Work item — Where a line below includes the word "child", copy that line.

▽

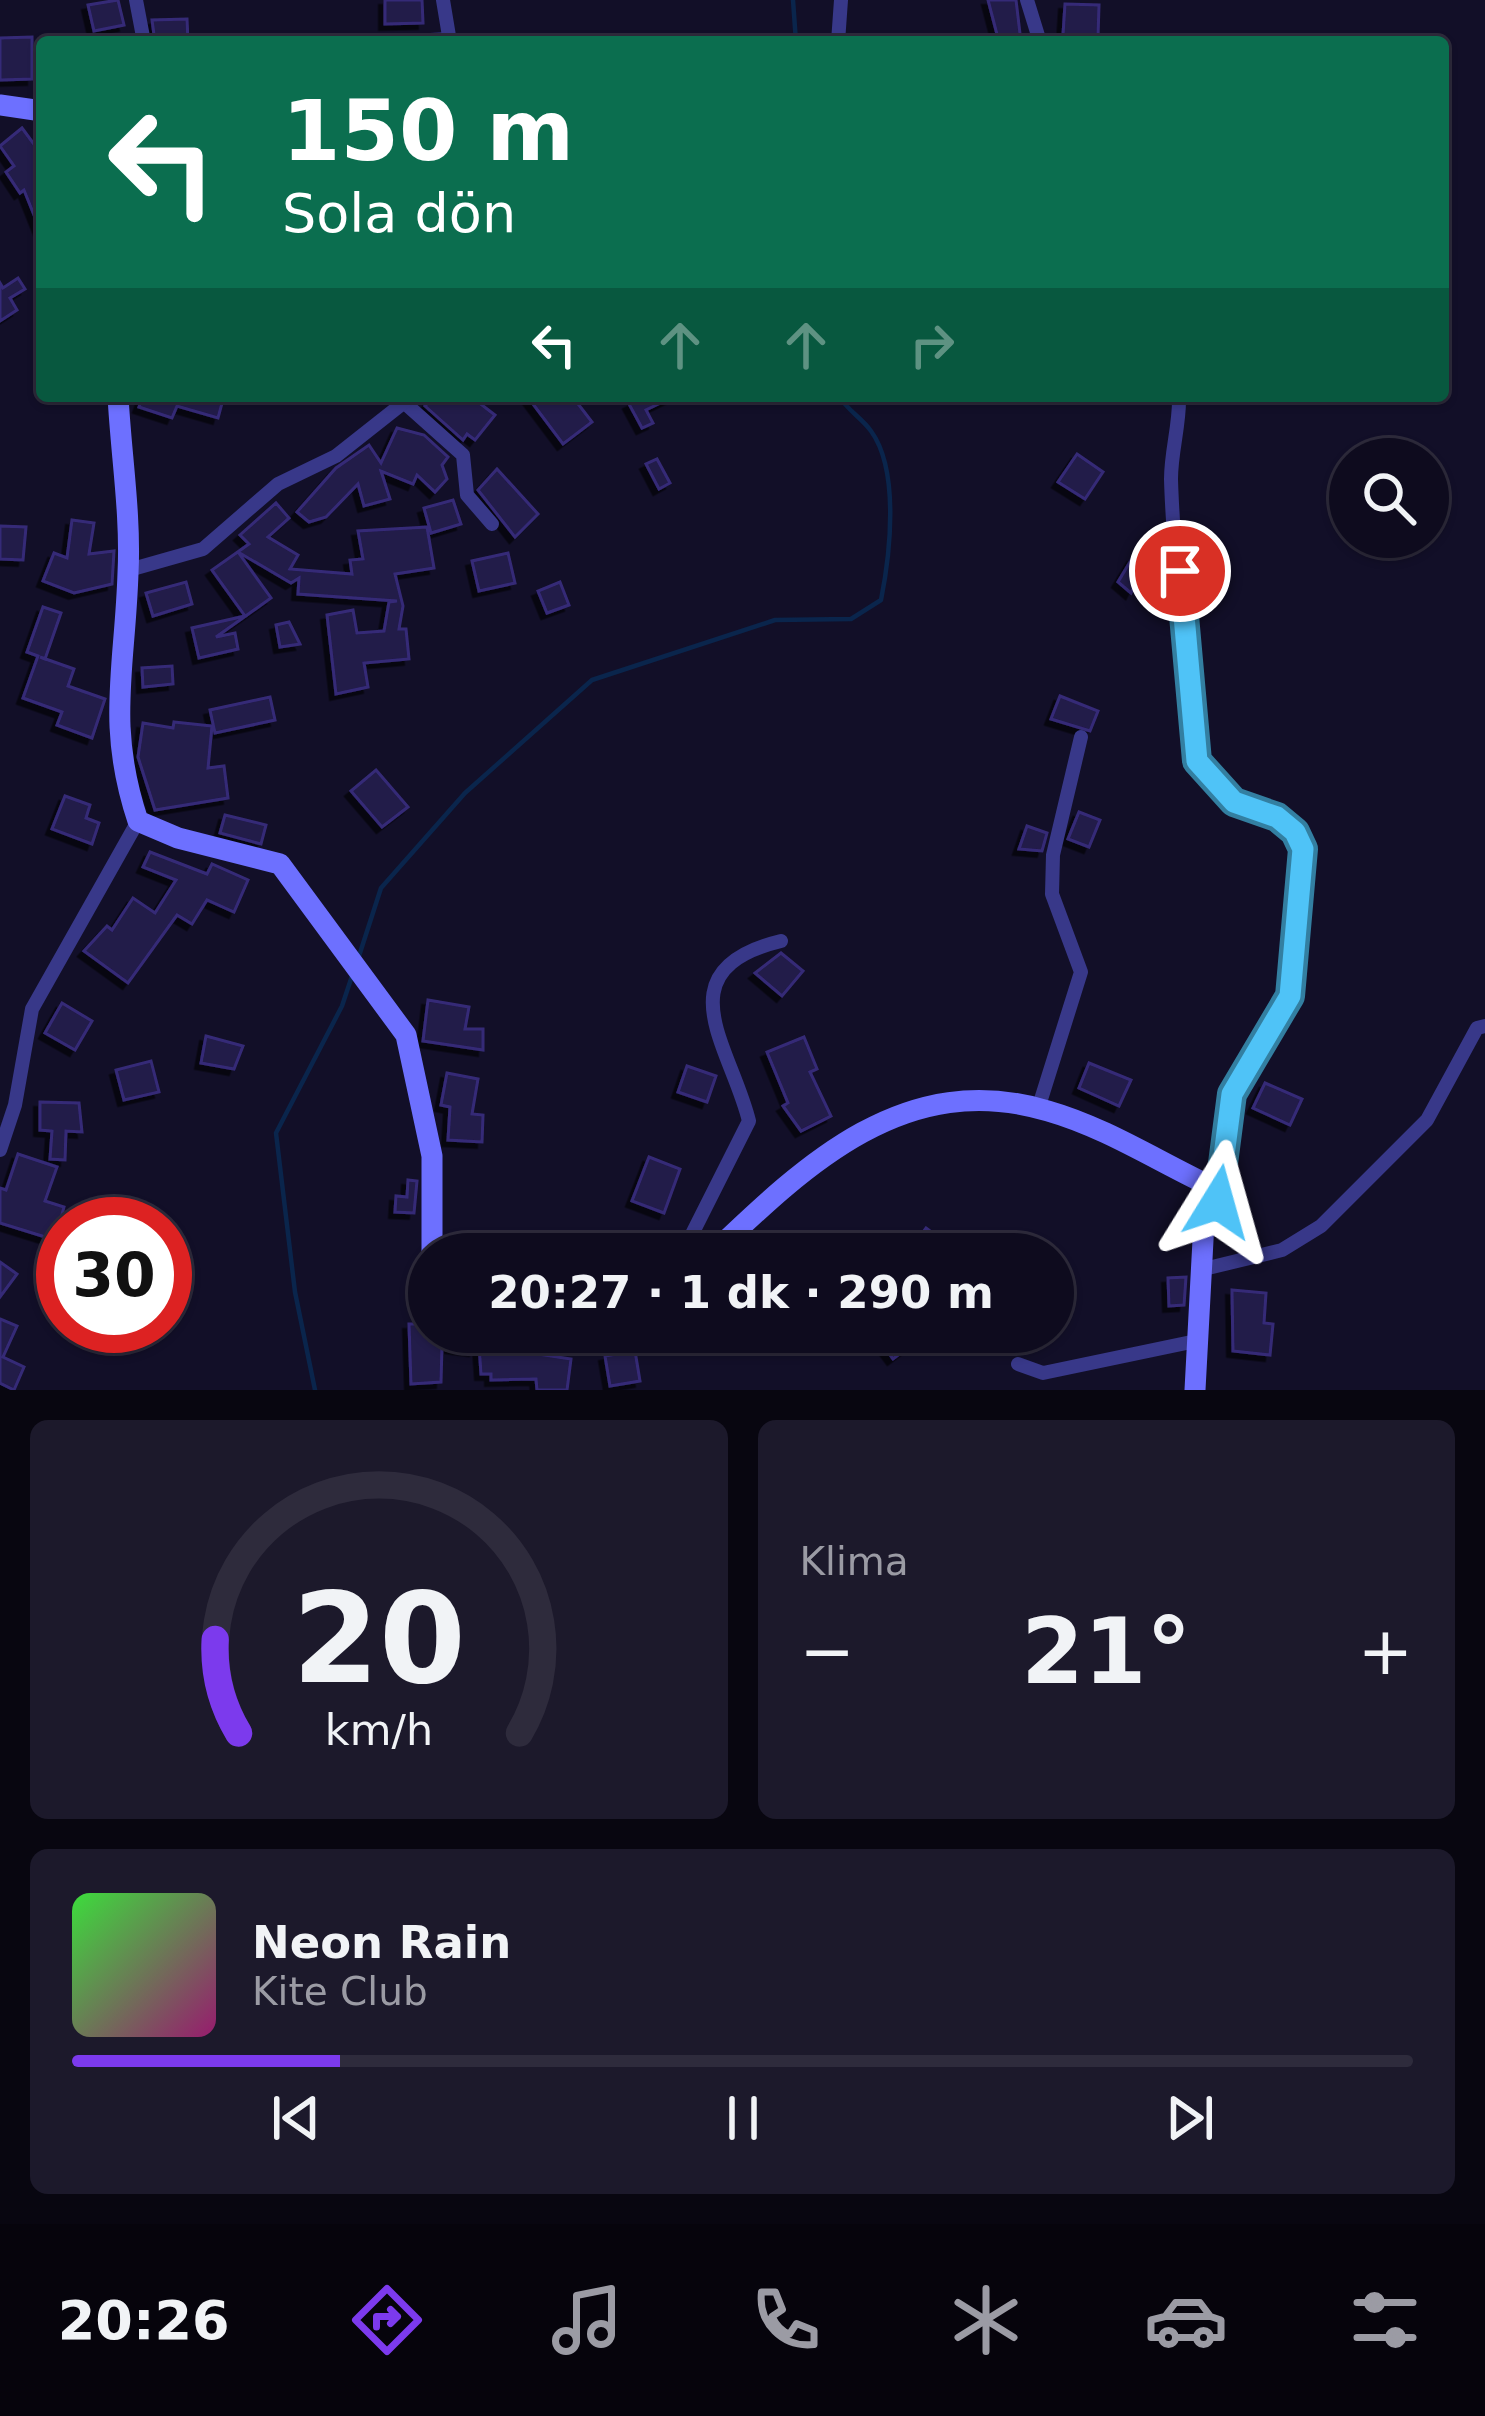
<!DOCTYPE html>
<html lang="tr">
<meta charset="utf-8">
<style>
body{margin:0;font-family:"DejaVu Sans",sans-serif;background:#1c192b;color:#f1f3f6;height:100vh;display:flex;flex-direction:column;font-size:45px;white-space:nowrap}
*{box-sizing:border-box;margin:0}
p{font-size:39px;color:#9b9ba4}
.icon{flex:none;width:66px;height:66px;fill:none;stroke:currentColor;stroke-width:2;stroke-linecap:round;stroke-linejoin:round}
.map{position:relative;height:1390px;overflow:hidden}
.drawer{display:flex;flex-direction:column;gap:30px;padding:30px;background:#080610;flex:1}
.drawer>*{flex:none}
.banner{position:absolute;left:36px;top:36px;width:1413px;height:366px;border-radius:12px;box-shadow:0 3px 9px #0004,0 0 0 3px #2e2b3c;background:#0b6e4f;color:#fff;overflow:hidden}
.tools{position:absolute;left:1329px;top:438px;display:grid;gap:24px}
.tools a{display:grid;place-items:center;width:120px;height:120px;border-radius:50%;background:#0e0b1e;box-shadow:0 3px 9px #0004,0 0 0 3px #2e2b3c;font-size:60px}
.speed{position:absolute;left:36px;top:1197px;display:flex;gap:24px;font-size:60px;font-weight:700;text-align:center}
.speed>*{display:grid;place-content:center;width:156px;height:156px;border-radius:50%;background:#0e0b1e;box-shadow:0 3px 9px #0004,0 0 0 3px #2e2b3c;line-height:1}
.speed .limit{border:18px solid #d22;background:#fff;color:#111}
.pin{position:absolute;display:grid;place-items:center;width:102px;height:102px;color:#fff;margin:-51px;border:6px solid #fff;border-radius:50%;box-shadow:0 3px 12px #0007}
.me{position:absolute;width:132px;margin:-66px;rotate:8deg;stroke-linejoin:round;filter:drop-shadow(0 0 9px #0008)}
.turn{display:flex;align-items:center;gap:42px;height:252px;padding:0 48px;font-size:54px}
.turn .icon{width:156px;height:156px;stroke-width:2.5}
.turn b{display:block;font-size:84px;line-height:102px}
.lanes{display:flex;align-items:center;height:114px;padding:0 48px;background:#0003;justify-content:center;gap:60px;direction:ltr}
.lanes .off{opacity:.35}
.big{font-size:90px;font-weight:700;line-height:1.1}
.drawer .card{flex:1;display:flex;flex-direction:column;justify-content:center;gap:18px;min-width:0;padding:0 42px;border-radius:18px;background:#1c192b}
.drawer .dial{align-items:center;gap:0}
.dial svg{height:312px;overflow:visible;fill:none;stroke:#2e2b3c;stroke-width:7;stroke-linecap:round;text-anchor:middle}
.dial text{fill:#f1f3f6;stroke:none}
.song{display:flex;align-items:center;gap:36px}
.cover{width:144px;height:144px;border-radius:18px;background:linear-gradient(135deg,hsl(120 70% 55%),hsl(320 70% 35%))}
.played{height:12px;border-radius:6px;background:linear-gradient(90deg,#7c3aed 20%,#2e2b3c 20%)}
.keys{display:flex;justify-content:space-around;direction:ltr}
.heat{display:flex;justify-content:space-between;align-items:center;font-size:66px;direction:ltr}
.drawer .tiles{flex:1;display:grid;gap:30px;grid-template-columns:1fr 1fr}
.card:last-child{grid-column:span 2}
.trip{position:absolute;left:408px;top:1233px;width:666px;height:120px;border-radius:60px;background:#0e0b1e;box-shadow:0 3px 9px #0004,0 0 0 3px #2e2b3c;font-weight:700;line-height:120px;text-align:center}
.tab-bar{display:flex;height:192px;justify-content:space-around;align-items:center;background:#06040c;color:#9b9ba4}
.tab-bar .icon{width:84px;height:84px}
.tab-bar .current{color:#7c3aed}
.tab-bar b{font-size:54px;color:#f1f3f6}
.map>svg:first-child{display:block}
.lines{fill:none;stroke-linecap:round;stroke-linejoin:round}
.stream{stroke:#0a254c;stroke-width:4.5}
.building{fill:#211a4a;stroke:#362b77;stroke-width:3;filter:url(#shadow)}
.street{stroke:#383889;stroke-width:14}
.secondary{stroke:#6d70ff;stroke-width:21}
.route-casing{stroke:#337fa1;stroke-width:30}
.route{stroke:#4fc3f7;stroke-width:21}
</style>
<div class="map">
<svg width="1485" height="1390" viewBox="0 0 1485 1390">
<defs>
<filter id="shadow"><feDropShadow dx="-5.5" dy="5.5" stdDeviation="0" flood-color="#0009"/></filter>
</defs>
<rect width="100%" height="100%" fill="#120f28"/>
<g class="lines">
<g class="stream">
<polyline points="793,0 796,42"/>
<path d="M359,956L381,888L465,793L592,680L775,620L851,619L881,600C890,555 900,471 871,431C862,418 847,410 839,396"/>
<polyline points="315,1390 295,1292 276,1133 342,1006 353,973"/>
</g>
</g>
<g class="building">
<polygon points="118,0 124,25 94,31 88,5"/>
<polygon points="385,0 422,0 423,23 385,24"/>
<polygon points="988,0 1016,0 1021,42 999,42"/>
<polygon points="1065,4 1099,5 1098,37 1063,35"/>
<polygon points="187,19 188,42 155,42 152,20"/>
<polygon points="32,37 32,79 0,80 0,38"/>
<polygon points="22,128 42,155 42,235 24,190 20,193 6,172 14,166 0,146"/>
<polygon points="18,278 25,289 10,298 17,310 0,321 0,283 3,288"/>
<polygon points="143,396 224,396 218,418 177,406 172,418 139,407"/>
<polygon points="434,396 482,396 478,402 495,415 475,440 467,434 463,440 425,406"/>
<polygon points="527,396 572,396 592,422 563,444"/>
<polygon points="645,396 675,396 646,410 653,423 642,428 629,404"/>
<polygon points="397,428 424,435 448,457 442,465 447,479 435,492 417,475 413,484 381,471 390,499 364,506 358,484 326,517 309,522 297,512 336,468 369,445 381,463"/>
<polygon points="1077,454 1103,472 1085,499 1058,482"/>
<polygon points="657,459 670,483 659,489 646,464"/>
<polygon points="497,469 538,514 515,537 478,490"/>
<polygon points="453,500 461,524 431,533 424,508"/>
<polygon points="276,503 289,518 268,537 298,555 290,569 352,574 350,560 363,559 358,531 427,527 434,568 395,574 403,606 399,629 406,629 409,659 364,663 368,687 336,694 327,615 353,610 357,633 384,631 389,602 397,601 298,594 299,578 291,583 238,552 271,598 216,637 235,633 238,649 199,658 192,628 245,616 212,570 249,544 240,535"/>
<polygon points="72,520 94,523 89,554 114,551 112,584 74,593 43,581 54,553 67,558"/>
<polygon points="0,526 26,527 23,560 0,559"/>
<polygon points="508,553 515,583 479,591 472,561"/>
<polygon points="1133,557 1146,563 1131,593 1118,582"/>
<polygon points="186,582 192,604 153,616 146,593"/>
<polygon points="560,582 569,605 547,613 538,591"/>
<polygon points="43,607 61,613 45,659 40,657 74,669 68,686 105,699 92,738 57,725 62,712 23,698 38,656 27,652"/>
<polygon points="289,622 300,644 280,647 276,625"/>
<polygon points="172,666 173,684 143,687 142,668"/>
<polygon points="1060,696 1098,711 1090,731 1051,719"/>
<polygon points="270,697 275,720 215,733 210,710"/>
<polygon points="174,722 212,726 208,768 224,766 228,798 155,810 138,757 143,723 173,728"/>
<polygon points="376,770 408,807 382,827 351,791"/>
<polygon points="65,796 90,805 86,818 99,823 92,844 52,829"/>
<polygon points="1079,812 1100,820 1089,847 1068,839"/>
<polygon points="225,815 266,825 261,844 220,833"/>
<polygon points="1027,826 1047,833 1042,851 1019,849"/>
<polygon points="150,852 207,874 212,864 248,880 234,912 207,900 192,924 177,915 128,983 84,951 107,926 112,930 133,898 155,913 176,880 143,867"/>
<polygon points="781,953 803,971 782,996 755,973"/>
<polygon points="428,1000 469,1007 465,1029 483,1029 483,1050 423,1041"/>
<polygon points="62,1003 92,1021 75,1050 45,1033"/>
<polygon points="206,1036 243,1046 234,1069 201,1063"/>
<polygon points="804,1037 817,1069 810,1072 831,1116 801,1131 783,1106 788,1103 767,1052"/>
<polygon points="151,1061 159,1092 124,1100 116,1070"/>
<polygon points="1089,1063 1131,1080 1119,1106 1079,1088"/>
<polygon points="687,1066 716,1076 707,1102 678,1092"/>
<polygon points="447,1073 478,1079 472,1114 483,1115 482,1142 448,1140 450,1107 441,1105"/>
<polygon points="1265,1083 1302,1099 1290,1125 1253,1108"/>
<polygon points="40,1102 79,1103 82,1132 66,1131 65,1160 50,1159 52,1131 40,1130"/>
<polygon points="18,1154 57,1167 45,1201 64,1207 55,1240 0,1223 0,1188 6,1190"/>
<polygon points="649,1157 680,1169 664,1213 632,1201"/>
<polygon points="408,1180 417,1181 414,1213 395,1212 396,1196 407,1197"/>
<polygon points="926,1228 945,1242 935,1254 914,1244"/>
<polygon points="0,1262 17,1274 0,1297"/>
<polygon points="1186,1277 1184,1305 1169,1306 1168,1278"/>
<polygon points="1232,1290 1266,1293 1264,1323 1273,1324 1270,1355 1233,1351"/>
<polygon points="0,1319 17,1326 3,1357 24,1367 14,1390 0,1383"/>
<polygon points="409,1324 429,1324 429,1332 476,1335 474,1350 442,1346 441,1382 411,1384"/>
<polygon points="83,1326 122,1326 117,1340"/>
<polygon points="873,1332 929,1332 893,1359"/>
<polygon points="524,1344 524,1352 571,1359 567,1390 537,1390 536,1379 491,1380 491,1374 481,1374 479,1345"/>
<polygon points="635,1351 640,1381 610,1386 605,1356"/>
</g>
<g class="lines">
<g class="street">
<polyline points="136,0 144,42"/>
<polyline points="443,0 450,42"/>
<polyline points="1027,0 1040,42"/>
<polyline points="393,42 449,39"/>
<polyline points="838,42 841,0"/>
<path d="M1179,396C1180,424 1171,451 1171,479C1172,517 1188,743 1200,765C1224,810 1282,804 1303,849L1290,996L1231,1094L1218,1202L1209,1220"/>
<polyline points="407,405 463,455 467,495 492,524"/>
<polyline points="129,570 203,549 278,484 336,456 412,396"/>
<polyline points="1038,1109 1081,972 1052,894 1053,855 1081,737"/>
<polyline points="0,1150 15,1105 32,1009 138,821"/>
<path d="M682,1254L749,1121C731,1047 662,970 781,941"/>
<polyline points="1204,1269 1282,1250 1321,1226 1427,1120 1477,1028 1485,1026"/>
<polyline points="1018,1364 1043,1373 1196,1341"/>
</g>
<g class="secondary">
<polyline points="0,105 42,111"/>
<path d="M118,396C121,454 131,515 128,573C125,669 106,725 138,821L178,838L280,864L406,1035L432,1156V1254"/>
<path d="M712,1254C806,1164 906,1068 1048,1111C1104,1127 1154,1159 1206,1184L1195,1390"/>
</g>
</g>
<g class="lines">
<defs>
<polyline id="route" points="1180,571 1197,761 1234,802 1277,817 1295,832 1303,849 1290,996 1232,1094 1218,1202"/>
</defs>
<use href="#route" class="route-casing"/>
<use href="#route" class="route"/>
</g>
</svg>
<div class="tools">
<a><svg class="icon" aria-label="search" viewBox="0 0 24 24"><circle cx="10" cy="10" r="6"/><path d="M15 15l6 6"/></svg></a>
</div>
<div class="speed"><div class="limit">30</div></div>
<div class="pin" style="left:1180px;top:571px;background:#d93025"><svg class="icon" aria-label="arrive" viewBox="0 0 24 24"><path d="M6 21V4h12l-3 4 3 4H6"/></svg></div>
<svg class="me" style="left:1218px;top:1202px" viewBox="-20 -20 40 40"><path d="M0-17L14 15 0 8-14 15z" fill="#4fc3f7" stroke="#fff" stroke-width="4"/></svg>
<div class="trip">20:27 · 1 dk · 290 m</div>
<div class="banner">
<div class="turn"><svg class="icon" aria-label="left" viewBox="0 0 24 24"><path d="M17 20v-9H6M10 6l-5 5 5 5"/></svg><div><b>150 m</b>Sola dön</div></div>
<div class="lanes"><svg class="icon" aria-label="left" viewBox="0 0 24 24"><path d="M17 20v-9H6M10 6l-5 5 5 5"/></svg><svg class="icon off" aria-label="ahead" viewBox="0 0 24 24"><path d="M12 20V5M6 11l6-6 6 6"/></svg><svg class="icon off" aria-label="ahead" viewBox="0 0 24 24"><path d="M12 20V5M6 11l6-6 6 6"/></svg><svg class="icon off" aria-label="right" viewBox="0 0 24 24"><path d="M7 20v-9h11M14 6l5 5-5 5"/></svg></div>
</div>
</div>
<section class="drawer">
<div class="tiles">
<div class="card dial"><svg viewBox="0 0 100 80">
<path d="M14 69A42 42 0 1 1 86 69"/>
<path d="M14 69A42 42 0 0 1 8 45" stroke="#7c3aed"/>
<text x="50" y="56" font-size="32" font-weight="700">20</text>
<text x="50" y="72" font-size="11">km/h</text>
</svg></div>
<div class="card"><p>Klima</p>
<div class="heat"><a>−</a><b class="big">21°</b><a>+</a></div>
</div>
<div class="card">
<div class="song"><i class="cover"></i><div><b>Neon Rain</b><p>Kite Club</p></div></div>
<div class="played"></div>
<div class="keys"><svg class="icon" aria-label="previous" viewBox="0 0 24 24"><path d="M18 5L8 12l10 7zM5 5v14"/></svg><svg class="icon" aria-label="pause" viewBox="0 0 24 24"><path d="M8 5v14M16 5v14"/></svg><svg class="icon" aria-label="next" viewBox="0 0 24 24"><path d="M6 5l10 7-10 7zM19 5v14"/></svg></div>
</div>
</div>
</section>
<nav class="tab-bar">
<b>20:26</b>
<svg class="icon current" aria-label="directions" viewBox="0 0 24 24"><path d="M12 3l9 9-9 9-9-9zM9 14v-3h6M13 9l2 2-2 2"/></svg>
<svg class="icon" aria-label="music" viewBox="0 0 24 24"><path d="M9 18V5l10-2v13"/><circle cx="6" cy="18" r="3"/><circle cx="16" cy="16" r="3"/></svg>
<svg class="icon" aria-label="phone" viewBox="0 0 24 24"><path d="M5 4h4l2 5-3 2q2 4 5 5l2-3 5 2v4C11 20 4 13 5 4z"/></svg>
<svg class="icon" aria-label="climate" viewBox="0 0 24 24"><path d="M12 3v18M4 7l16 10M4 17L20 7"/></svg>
<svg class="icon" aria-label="car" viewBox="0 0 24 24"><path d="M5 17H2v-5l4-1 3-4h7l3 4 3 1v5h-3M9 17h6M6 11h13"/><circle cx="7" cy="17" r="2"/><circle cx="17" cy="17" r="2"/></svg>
<svg class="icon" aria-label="filters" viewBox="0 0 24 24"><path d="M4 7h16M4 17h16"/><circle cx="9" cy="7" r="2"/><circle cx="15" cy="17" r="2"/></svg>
</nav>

△

Answer section —
.card:last-child{grid-column:span 2}
.map>svg:first-child{display:block}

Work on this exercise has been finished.